Contrast this with small molecule drug discovery. Here in the U.S., the FDA approves on the order of 20 novel molecules as drugs each year [FDA 2010], and most of those drugs will have spent 15 years in development prior to approval. Meanwhile, NIH’s Office of Rare Diseases Research database lists 7,000 rare diseases. Does this mean it will take 350 years to develop approved treatments for all of these rare diseases? No. It means we need a paradigm shift. That paradigm shift might ultimately involve something new that we can’t begin to imagine yet, but gene therapy looks like the best candidate so far. If we can solve a few fundamental problems of delivery, we’ll have unlocked the treatment for virtually every genetic disease – and a pile of non-genetic diseases too. This should be among our top priorities as a species.

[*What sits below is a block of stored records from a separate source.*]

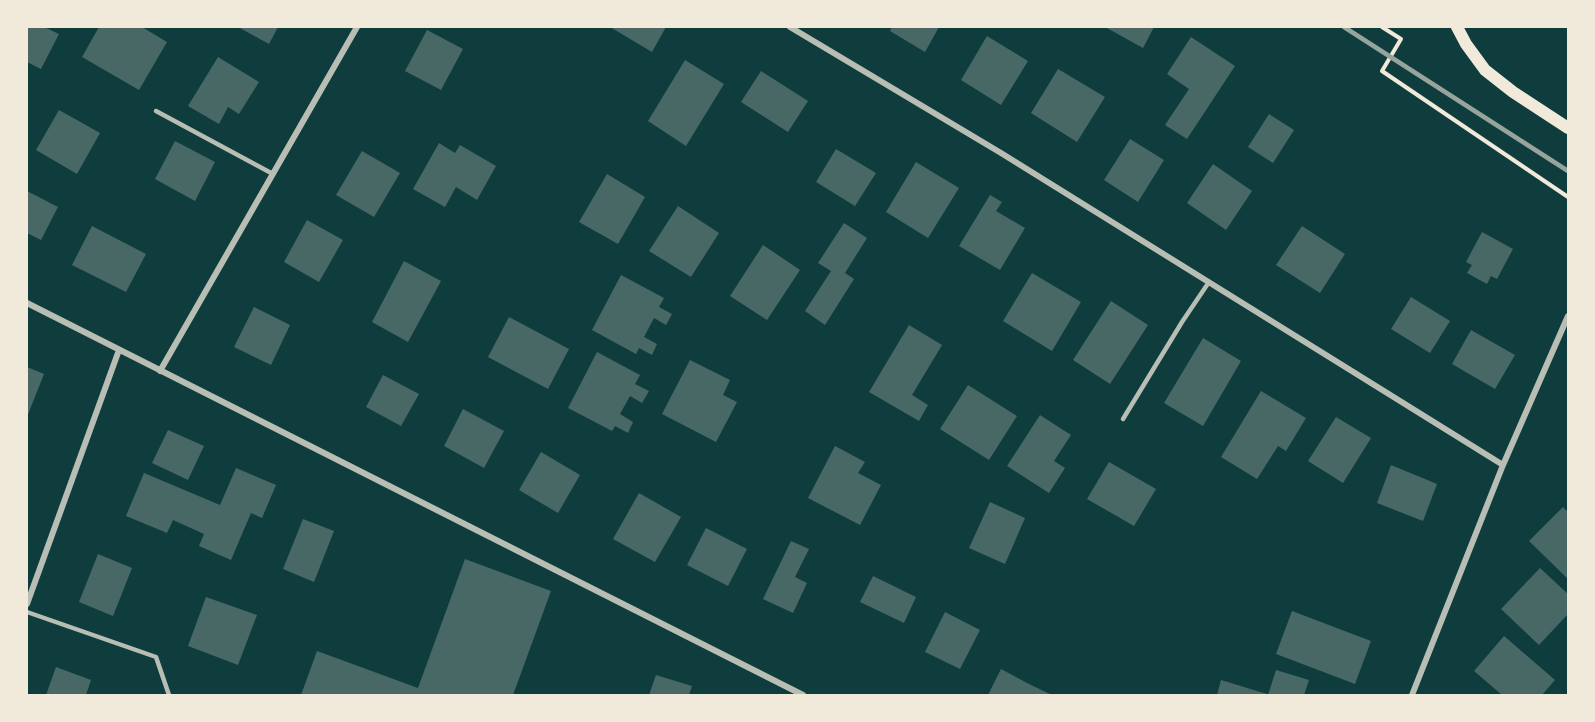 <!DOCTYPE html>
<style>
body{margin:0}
#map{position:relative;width:1595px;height:722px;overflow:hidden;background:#0f3d3e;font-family:Figtree,sans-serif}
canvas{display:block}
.frame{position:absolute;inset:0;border:28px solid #f1e9da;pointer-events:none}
</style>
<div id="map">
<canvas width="1595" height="722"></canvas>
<div class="frame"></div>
</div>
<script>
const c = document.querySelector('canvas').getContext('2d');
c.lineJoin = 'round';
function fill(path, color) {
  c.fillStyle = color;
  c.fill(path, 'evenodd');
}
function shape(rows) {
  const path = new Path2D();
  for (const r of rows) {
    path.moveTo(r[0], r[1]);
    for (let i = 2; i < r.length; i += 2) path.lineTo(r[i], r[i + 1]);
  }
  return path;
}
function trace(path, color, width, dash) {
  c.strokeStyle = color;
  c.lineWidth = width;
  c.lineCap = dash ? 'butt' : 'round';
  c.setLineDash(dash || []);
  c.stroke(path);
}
const building = shape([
 [27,27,44,27,59,34,41,69,27,62],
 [99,27,142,27,167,42,139,90,82,57],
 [238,27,278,27,269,44],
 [610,27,666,27,652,52],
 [892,27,939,27,925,52,890,31],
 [1105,27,1154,27,1143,48],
 [427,30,463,49,441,90,405,71],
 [987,36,1028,61,1001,105,961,80],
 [1191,37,1235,66,1187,139,1165,125,1189,89,1167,74],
 [218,57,259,82,239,114,228,107,219,124,188,106],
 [685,60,724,84,686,146,648,121],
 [1058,69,1105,97,1077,142,1031,113],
 [761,71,808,101,788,132,741,102],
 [59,110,100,133,77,174,36,150],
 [1269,114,1294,130,1273,163,1248,147],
 [1130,139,1164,160,1138,202,1104,180],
 [175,141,215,162,195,201,155,179],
 [439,143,455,153,460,145,496,166,477,200,456,187,445,207,413,189],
 [836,149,876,173,855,206,816,182],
 [362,151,400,173,374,217,336,195],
 [916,162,959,188,928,238,886,212],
 [1213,164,1252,191,1226,230,1187,203],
 [607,174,645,197,618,244,579,222],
 [27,191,58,207,41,240,27,233],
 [990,195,1002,202,996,211,1025,228,1000,270,959,246],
 [678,206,719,233,691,277,649,251],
 [307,220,343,240,319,282,284,262],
 [844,223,867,238,845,273,854,279,825,325,805,311,831,271,818,263],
 [92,226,146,254,126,292,72,265],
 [1302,226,1345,254,1320,293,1276,265],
 [1482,232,1513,249,1497,279,1491,276,1487,284,1467,273,1472,265,1466,262],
 [763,245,800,270,767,320,730,296],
 [404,261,441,281,408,342,372,322],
 [1032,273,1081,302,1052,351,1003,321],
 [621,275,664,298,659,307,672,314,666,325,654,318,644,337,657,344,652,355,639,348,636,354,592,330],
 [1411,297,1450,321,1430,353,1391,329],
 [1111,301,1148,325,1110,384,1073,360],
 [254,307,290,325,271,365,234,347],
 [509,317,569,349,548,389,488,357],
 [909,325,942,345,912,395,928,405,919,421,869,392],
 [1471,330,1515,355,1495,389,1452,364],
 [1203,338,1241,361,1203,426,1164,403],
 [597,352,640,375,635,384,649,391,642,403,630,396,620,414,633,422,628,433,615,426,612,431,568,408],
 [690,360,730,380,723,395,737,402,716,442,662,414],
 [27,367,44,374,27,417],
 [383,375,419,394,401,426,366,407],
 [968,385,1017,416,989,460,940,429],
 [1261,391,1306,418,1286,451,1278,446,1257,479,1221,457],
 [463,409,504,431,484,468,444,446],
 [1040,415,1071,435,1054,461,1065,468,1049,493,1007,466],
 [1336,417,1371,438,1343,483,1308,461],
 [168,430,204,446,188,480,152,463],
 [835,446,865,462,858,473,881,485,860,525,808,498],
 [541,452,580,475,558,513,519,490],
 [1109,462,1156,489,1134,526,1087,499],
 [1391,465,1437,484,1423,521,1377,503],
 [236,468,276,485,262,518,251,513,231,560,199,546,204,534,173,520,167,533,126,516,144,473,220,505],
 [639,493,681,517,655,562,613,539],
 [990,502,1025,518,1005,564,969,548],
 [1563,507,1568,512,1568,579,1529,541],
 [303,519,334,531,314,582,283,569],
 [706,528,747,549,728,586,687,565],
 [791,541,809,549,795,577,807,583,793,613,763,599],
 [98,554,132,568,113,616,79,602],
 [465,559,551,591,513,695,301,695,317,651,418,688],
 [1540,568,1568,594,1568,614,1539,645,1501,609],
 [873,576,916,597,904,623,860,602],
 [206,597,257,615,238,665,188,646],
 [1292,611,1371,641,1355,684,1276,654],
 [945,612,980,630,960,669,925,652],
 [1504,636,1555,680,1542,695,1502,695,1474,671],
 [56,667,91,680,86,695,46,695],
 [1001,669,1029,684,1052,695,988,695],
 [1276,670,1309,680,1304,695,1268,695],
 [656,675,692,686,689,695,649,695],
 [1221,680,1267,694,1267,695,1217,695]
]);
const path = shape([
 [1382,27,1401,39,1382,71,1568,197]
]);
const service = shape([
 [156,111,273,174],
 [1123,419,1182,322,1209,282],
 [27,612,156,657,169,695]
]);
const minor = shape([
 [790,27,1001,153,1503,465],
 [27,303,803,695],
 [160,371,357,27],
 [27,604,119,350],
 [1412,695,1503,465,1568,316]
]);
const secondary = shape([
 [1457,27,1466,44,1485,70,1513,92,1568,128]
]);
const rail = shape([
 [1344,27,1568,171]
]);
fill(building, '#486865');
trace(path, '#f1e9da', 4);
trace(service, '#b8beb3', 4.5);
trace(minor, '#b8beb3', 6);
trace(secondary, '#f1e9da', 12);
trace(rail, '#97a49c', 4.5);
</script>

My optimism is focused on the slightly longer run, because both the science and the regulatory environment still have a ways to advance. Today, U.S. and E.U. regulations require that every gene therapy product receive separate regulatory approval, making them no different from drugs in terms of regulatory burden [see C. Bernard's commentary in Nature, 2012]. Gene therapy is a much more modular approach than drug development – the same viral vector or ASO delivery approach can be adapted to target a different gene simply by changing the DNA sequence, and even within treatments for one disease, sequences will sometimes need to be customized for patients’ individual polymorphisms. Right now, every distinct sequence to be used in gene therapy would require separate FDA approval, a daunting prospect. This seems to negate much of the benefit of the modular nature of gene therapy. Yet there is validity to it as well: changing just one base in an siRNA or ASO could alter the off-target effects in a way that could, rarely, make the difference between minimal side effects and lethal side effects.
I do think that regulatory treatment of gene therapy will need to change eventually, and although it would be nice if it did so now so as to encourage development of gene therapy, it is also probably a fact that the science of gene therapy needs to advance more in order to show that it deserves better regulatory treatment. With the possible exception of the AAV treatment for Leber’s congenital amaurosis, no gene therapy treatments have really shown enough evidence of efficacy and safety yet to be considered more than an ‘experimental’ treatment. Certainly not in the central nervous system.
But that’s where we need to go. It’s too early to place any bets as to whether gene therapy will succeed, but it certainly strikes me that, with the potential cure for every genetic disease at stake, we as a species can surely be clever enough to solve the problems of safe and effective delivery of gene therapy vectors.